Hispanic or Latino families are particularly at risk of misinterpreting rent-to-own contracts. Jason Probst is a Democratic state representative in Hutchinson, which has grappled with contracts for deeds for years.
Probst helped introduce the bill to regulate the contracts. He’s heard anecdotally that Spanish-speakers tend to suffer from confusion about them.
“They do all this work on this house,” Probst said. “And then … because there's a language barrier and a misunderstanding of the legal mechanisms, they think that they can sell the house. And then they find out that they can't.”
Sandra Lopez is the deputy register of deeds in Finney County in southwest Kansas. She said in her two years at the office, four families have come in asking for the title to their home – homes they didn’t own because they were buying them on a contract for deed. All were Spanish speakers who Lopez thinks didn’t receive a thorough explanation of the contract.
“Because of the wording on the document, a lot of Hispanic people don't understand it,” Lopez said. “And so they feel like they've been kind of robbed.”
The Haysville house was in rough shape when Perez and Robledo signed the contract in August 2020. Neither the Perez-Robledo family nor the sellers dispute that it was uninhabitable and had been without power for years.
“We started cleaning everything, putting in new walls, the ceiling,” Robledo said.
She said electric wires in the house had been chewed on by animals and needed serious repairs. Court documents say Perez and Robledo spent about $2,000 to restore electricity and about $5,000 to restore plumbing to the house.
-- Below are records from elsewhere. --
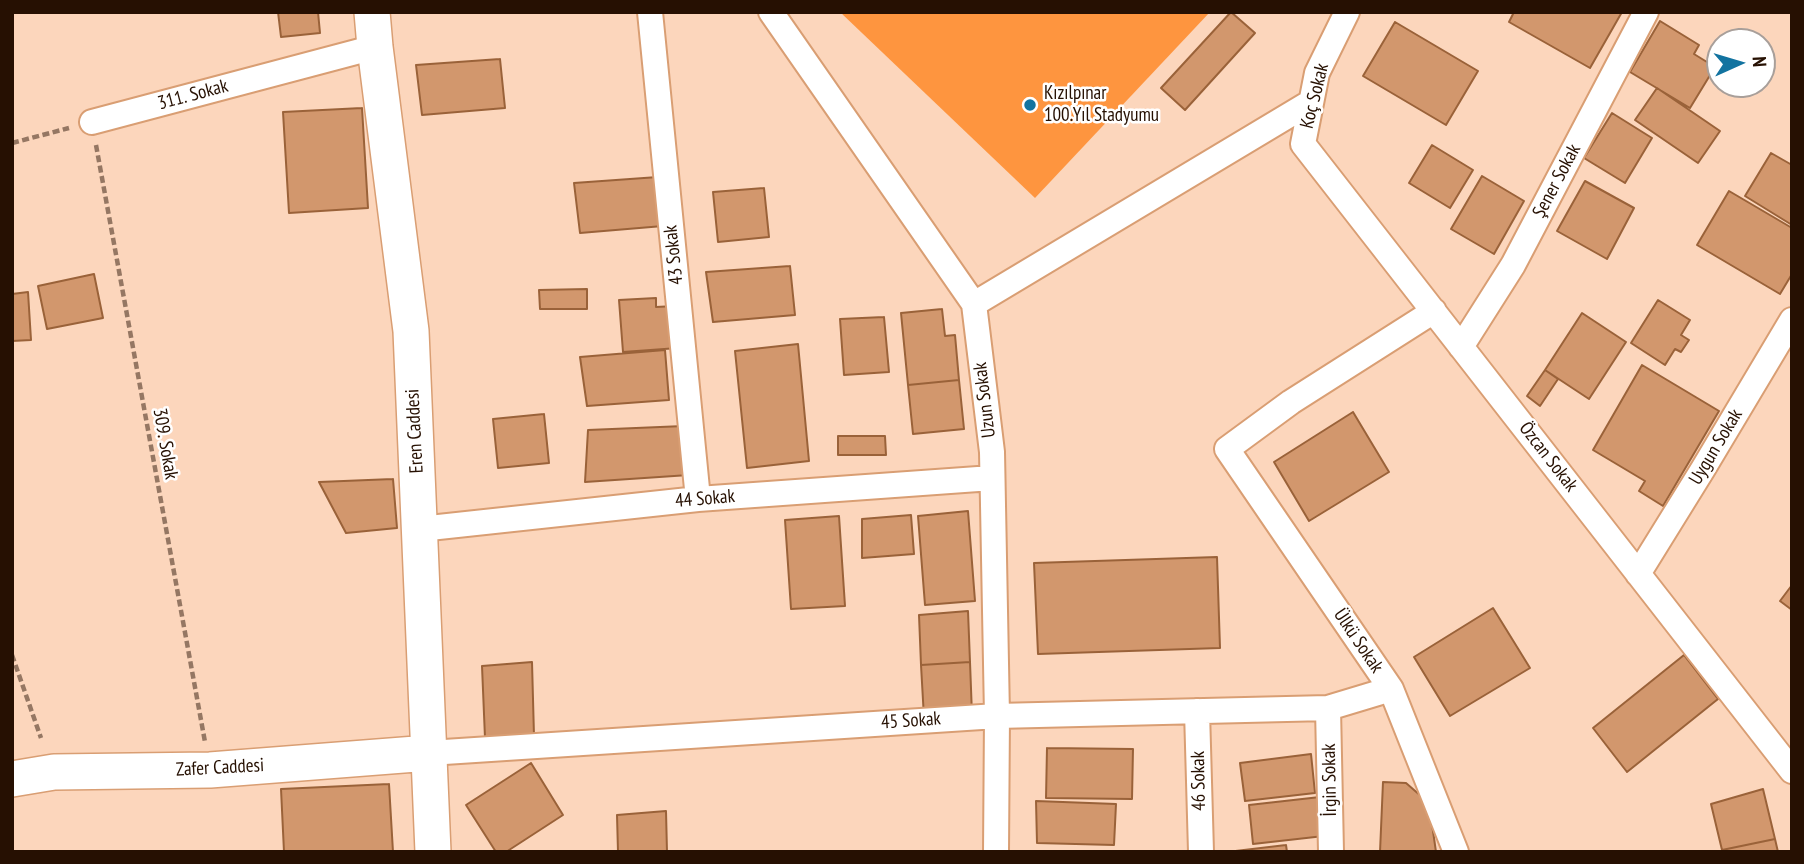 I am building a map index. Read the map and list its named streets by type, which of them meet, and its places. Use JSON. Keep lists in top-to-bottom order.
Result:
{
  "streets": {
    "street": [
      "311. Sokak",
      "Koç Sokak",
      "Şener Sokak",
      "43 Sokak",
      "Uzun Sokak",
      "Eren Caddesi",
      "Uygun Sokak",
      "Özcan Sokak",
      "44 Sokak",
      "Ülkü Sokak",
      "45 Sokak",
      "Zafer Caddesi",
      "İrgin Sokak",
      "46 Sokak"
    ],
    "path": ["309. Sokak"]
  },
  "crossings": [
    ["311. Sokak", "Eren Caddesi"],
    ["311. Sokak", "309. Sokak"],
    ["Koç Sokak", "Özcan Sokak"],
    ["Şener Sokak", "Özcan Sokak"],
    ["43 Sokak", "44 Sokak"],
    ["Uzun Sokak", "44 Sokak"],
    ["Uzun Sokak", "45 Sokak"],
    ["Eren Caddesi", "44 Sokak"],
    ["Eren Caddesi", "45 Sokak"],
    ["Eren Caddesi", "Zafer Caddesi"],
    ["309. Sokak", "Zafer Caddesi"],
    ["Uygun Sokak", "Özcan Sokak"],
    ["Özcan Sokak", "Ülkü Sokak"],
    ["Ülkü Sokak", "45 Sokak"],
    ["45 Sokak", "Zafer Caddesi"],
    ["45 Sokak", "İrgin Sokak"],
    ["45 Sokak", "46 Sokak"]
  ],
  "places": ["Kızılpınar 100.Yıl Stadyumu"],
  "north": "right"
} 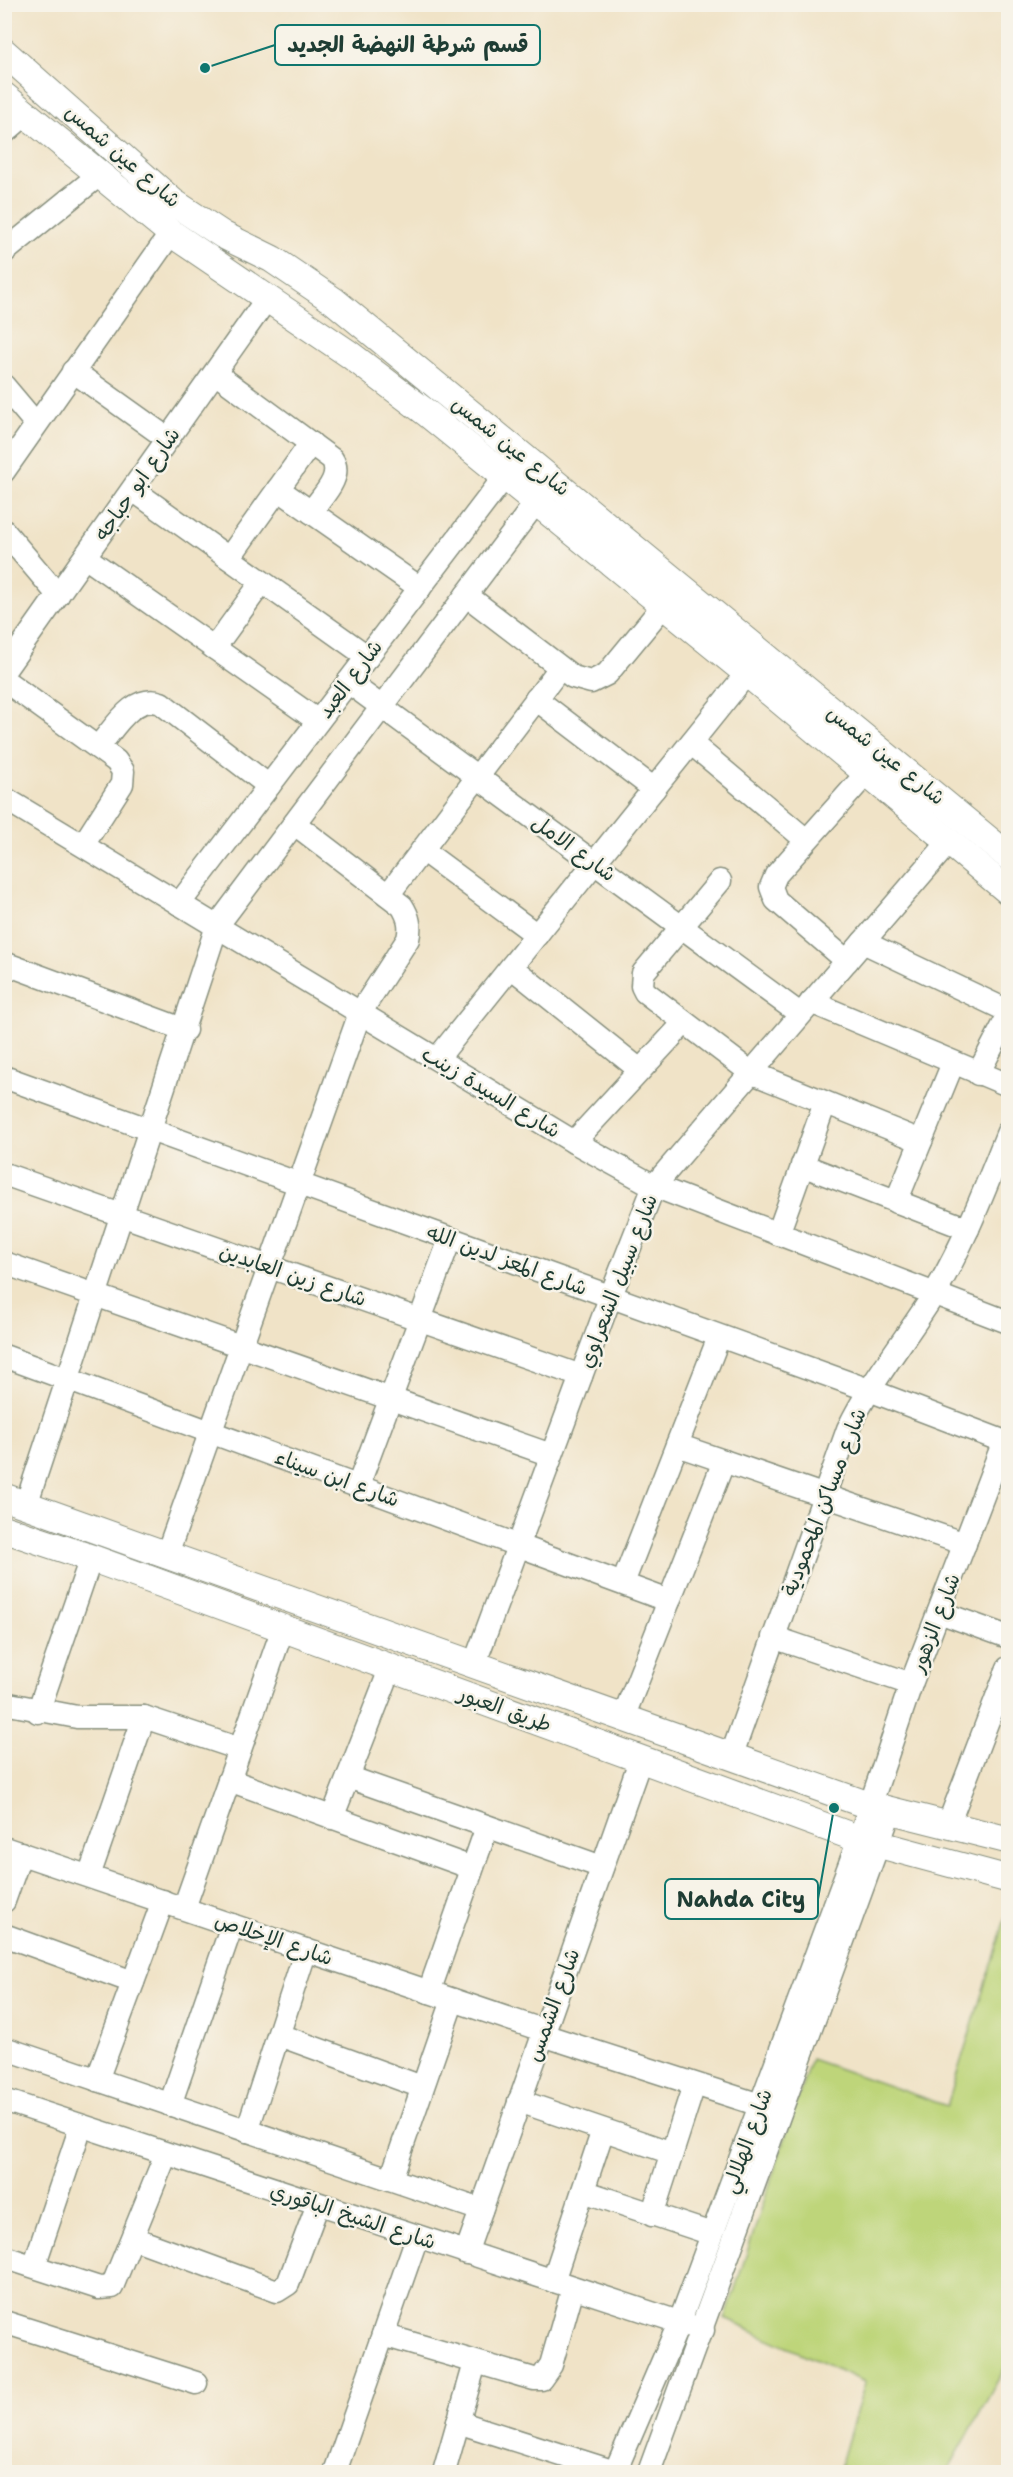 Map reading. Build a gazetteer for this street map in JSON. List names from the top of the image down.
{
  "streets": {
    "street": [
      "شارع عين شمس",
      "شارع ابو حباجه",
      "شارع العبد",
      "شارع الامل",
      "شارع السيدة زينب",
      "شارع المعز لدين الله",
      "شارع زين العابدين",
      "شارع سبيل الشعراوي",
      "شارع ابن سيناء",
      "شارع مساكن المحمودية",
      "شارع الزهور",
      "طريق العبور",
      "شارع الإخلاص",
      "شارع الشمس",
      "شارع الهلالي",
      "شارع الشيخ الباقوري"
    ]
  },
  "crossings": [
    ["شارع عين شمس", "شارع ابو حباجه"],
    ["شارع عين شمس", "شارع العبد"],
    ["شارع عين شمس", "شارع سبيل الشعراوي"],
    ["شارع العبد", "شارع الامل"],
    ["شارع العبد", "شارع السيدة زينب"],
    ["شارع الامل", "شارع سبيل الشعراوي"],
    ["شارع السيدة زينب", "شارع سبيل الشعراوي"],
    ["شارع السيدة زينب", "شارع مساكن المحمودية"],
    ["شارع المعز لدين الله", "شارع سبيل الشعراوي"],
    ["شارع المعز لدين الله", "شارع مساكن المحمودية"],
    ["شارع المعز لدين الله", "شارع الزهور"],
    ["شارع زين العابدين", "شارع سبيل الشعراوي"],
    ["شارع سبيل الشعراوي", "شارع ابن سيناء"],
    ["شارع سبيل الشعراوي", "طريق العبور"],
    ["شارع مساكن المحمودية", "طريق العبور"],
    ["شارع الزهور", "طريق العبور"],
    ["شارع الزهور", "شارع الهلالي"],
    ["طريق العبور", "شارع الشمس"],
    ["طريق العبور", "شارع الهلالي"],
    ["شارع الإخلاص", "شارع الشمس"],
    ["شارع الإخلاص", "شارع الهلالي"],
    ["شارع الشمس", "شارع الشيخ الباقوري"],
    ["شارع الهلالي", "شارع الشيخ الباقوري"]
  ],
  "places": ["قسم شرطة النهضة الجديد", "Nahda City"]
}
The family also put in wood floors and redid the bathrooms, Perez said. Receipts from the family show hundreds of dollars in purchases at Sutherlands and $8,000 spent on the installation of a heat pump and electric furnace.
Perez, Robledo and their son moved in in January 2021.
Rent-to-own buyers often spend time and money fixing a property, said Jason Roach, the chief attorney for the Sedgwick County District Attorney’s Consumer Protection Division. That’s risky because those investments – as well as any up-front cash payment – could be lost if the buyers don’t end up getting title to the home.
In rent-to-own contracts, the buyers typically don’t get the title to the house until they’ve completed all the payments.
“We would discourage people from entering into those types of transactions because they're highly risky,” Roach said. “And your only remedy, when you don't get title, is to sue. And by that point, it can be very difficult for you to get priority over, say, the mortgage company.”
In many rent-to-own contracts, buyers who miss a payment can be evicted – like tenants who rent – and lose the property.
That doesn’t happen all the time. Benji Mast owns Golden Rule Property Management in Hutchinson, which oversees some rent-to-own contracts. He said 95% of the company’s buyers keep up with their payments on the contracts, and many end up with the title to the property.
Mast said he’s seen how these contracts can offer working-class residents a path to homeownership. He said his company worked with a single dad who signed a contract for deed to buy a house over a 15-year-period. Mast said the man ultimately got the title to the house in just seven years, because he paid extra on months when he had tax returns.
“He would always bring his son into the office when he made those payments,” Mast said. “ … And when he made the (last) payment, he said, ‘Now I have a place, it's mine and my son’s, and we don't have to pay rent anymore. And we own it free and clear.’”
But Mast said he’s met at least one seller using rent-to-own contracts with less ethical intentions: charging the buyer a big up-front cash payment and hoping a payment is missed, so the seller can get the house back and keep the cash. That worries Mast.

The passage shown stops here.